I don’t have any stats to back that up, but I’m sure I can find some numbers to shore up this claim if you push me hard enough on it. Based on my own experience of working with people, agencies and businesses, they like to do what they’ve always done because it worked and, heck, it’ll continue to work.

So when someone buys a service, they naturally expect it to work. No one – especially businesses and their finance departments – like to hear the phrase: I don’t know, but I’d like you to pay me to find out.

It’s a tough sell. I know from first-hand experience.

The thing is, I’d also bet that a similar percentage of businesses want to do something innovative, something different. Yet they are using the same processes and tools they have always used to attempt this.

Insanity is doing the same thing over and over again and expecting different results.

I don’t know who said that, as it’s attributed to Albert Einstein, Benjamin Franklin and any number of others. But whoever said it first, it’s true for those organisations who both love their rigid processes and yet who want to do things differently.

There are two ways to really transform something: make/do it using an entirely different process, or removing some or all of the original process. Both of these involve discovery. And it’s this that is at the crux of the way I like to work.
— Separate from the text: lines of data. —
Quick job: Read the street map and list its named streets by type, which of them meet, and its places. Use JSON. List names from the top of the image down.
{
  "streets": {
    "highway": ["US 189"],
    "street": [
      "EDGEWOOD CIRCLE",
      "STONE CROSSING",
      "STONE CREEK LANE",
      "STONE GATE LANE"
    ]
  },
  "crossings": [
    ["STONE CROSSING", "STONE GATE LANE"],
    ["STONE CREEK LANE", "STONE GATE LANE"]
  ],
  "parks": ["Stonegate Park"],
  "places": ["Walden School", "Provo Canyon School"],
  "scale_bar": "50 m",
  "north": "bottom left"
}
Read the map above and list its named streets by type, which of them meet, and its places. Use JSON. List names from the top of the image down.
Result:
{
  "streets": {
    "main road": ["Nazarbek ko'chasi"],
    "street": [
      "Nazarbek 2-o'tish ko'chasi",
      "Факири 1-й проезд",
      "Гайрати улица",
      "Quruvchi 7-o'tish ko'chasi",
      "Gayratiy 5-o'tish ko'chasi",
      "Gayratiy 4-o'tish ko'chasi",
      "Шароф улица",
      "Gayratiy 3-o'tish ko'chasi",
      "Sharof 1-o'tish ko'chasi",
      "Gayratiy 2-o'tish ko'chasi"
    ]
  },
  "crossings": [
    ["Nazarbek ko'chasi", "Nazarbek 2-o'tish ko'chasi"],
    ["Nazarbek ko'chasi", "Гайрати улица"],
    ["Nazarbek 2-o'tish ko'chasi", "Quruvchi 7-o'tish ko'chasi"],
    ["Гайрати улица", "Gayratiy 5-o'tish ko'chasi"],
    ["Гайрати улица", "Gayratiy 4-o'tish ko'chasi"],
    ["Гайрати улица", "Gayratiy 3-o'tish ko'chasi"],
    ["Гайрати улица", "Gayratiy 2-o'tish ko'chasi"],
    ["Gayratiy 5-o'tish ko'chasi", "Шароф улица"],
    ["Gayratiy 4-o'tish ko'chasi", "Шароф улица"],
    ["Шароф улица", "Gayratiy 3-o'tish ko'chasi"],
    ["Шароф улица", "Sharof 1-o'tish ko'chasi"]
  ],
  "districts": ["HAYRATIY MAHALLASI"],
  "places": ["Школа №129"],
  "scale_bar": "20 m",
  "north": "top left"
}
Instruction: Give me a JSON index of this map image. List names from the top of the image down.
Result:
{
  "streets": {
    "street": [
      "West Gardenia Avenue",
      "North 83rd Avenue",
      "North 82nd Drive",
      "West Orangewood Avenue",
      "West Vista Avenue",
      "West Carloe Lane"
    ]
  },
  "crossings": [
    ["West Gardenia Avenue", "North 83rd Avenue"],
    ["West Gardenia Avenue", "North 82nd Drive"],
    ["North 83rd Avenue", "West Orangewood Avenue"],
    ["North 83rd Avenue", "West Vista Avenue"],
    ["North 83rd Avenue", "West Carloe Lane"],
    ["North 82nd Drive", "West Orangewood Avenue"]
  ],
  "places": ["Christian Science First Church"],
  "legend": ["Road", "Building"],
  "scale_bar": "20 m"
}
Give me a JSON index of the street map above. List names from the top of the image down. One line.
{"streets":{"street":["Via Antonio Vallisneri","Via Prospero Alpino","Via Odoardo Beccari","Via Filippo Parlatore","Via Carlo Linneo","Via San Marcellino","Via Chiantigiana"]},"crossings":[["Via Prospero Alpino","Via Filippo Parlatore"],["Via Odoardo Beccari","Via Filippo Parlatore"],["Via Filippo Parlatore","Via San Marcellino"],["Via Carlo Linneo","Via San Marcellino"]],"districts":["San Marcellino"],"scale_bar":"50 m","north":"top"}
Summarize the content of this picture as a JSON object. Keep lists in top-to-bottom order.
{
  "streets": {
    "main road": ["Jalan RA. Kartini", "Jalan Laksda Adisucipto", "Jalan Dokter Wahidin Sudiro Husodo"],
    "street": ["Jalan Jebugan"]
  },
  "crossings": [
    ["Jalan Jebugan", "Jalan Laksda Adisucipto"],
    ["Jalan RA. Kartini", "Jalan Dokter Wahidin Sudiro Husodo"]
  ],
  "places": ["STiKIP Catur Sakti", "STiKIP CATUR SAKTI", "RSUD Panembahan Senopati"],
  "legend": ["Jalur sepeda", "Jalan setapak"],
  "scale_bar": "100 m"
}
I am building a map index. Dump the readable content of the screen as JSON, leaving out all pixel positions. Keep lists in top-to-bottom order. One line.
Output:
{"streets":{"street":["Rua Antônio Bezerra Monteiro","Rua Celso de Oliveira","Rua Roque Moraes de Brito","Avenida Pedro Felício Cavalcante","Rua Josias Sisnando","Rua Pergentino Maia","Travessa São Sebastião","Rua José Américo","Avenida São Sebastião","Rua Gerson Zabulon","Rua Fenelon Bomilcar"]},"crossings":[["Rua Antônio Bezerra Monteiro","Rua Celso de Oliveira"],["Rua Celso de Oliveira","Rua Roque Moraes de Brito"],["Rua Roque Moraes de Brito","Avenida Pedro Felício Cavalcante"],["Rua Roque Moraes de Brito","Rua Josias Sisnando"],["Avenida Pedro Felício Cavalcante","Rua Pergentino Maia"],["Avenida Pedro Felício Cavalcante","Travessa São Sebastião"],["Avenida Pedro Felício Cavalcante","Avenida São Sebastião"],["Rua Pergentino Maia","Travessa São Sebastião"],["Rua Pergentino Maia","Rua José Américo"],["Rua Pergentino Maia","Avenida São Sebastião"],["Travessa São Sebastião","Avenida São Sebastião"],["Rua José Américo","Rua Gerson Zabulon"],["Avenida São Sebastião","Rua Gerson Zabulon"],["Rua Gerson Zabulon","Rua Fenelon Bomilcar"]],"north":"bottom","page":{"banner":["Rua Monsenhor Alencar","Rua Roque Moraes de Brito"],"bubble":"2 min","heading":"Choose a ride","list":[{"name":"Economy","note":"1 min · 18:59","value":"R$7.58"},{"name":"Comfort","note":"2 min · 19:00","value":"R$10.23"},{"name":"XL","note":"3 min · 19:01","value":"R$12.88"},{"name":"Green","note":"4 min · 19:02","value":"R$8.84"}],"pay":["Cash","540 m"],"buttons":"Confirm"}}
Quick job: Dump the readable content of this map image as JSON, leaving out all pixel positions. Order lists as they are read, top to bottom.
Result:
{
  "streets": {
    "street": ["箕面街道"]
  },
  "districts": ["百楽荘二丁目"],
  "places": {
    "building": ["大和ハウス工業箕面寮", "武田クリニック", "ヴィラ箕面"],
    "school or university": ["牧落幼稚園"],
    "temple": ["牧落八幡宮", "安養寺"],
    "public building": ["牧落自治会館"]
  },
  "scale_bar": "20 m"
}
By setting out with no preconceived ideas of what will happen, we discover new things. We learn. We find out what works, and what doesn’t – the latter being the right kind of failure.

The concept of finding out something isn’t about setting off without a clear idea of what we might want to test for, discover or even make. Instead, there is usually a clear idea of what is required as a result and then it’s about testing any number of hypotheses so that the right answer can be arrived at.

It’s just worth remembering that the answer arrived at might not be the one you expect. Because insanity can also be defined as exploring new ways of doing things and getting the result you expect.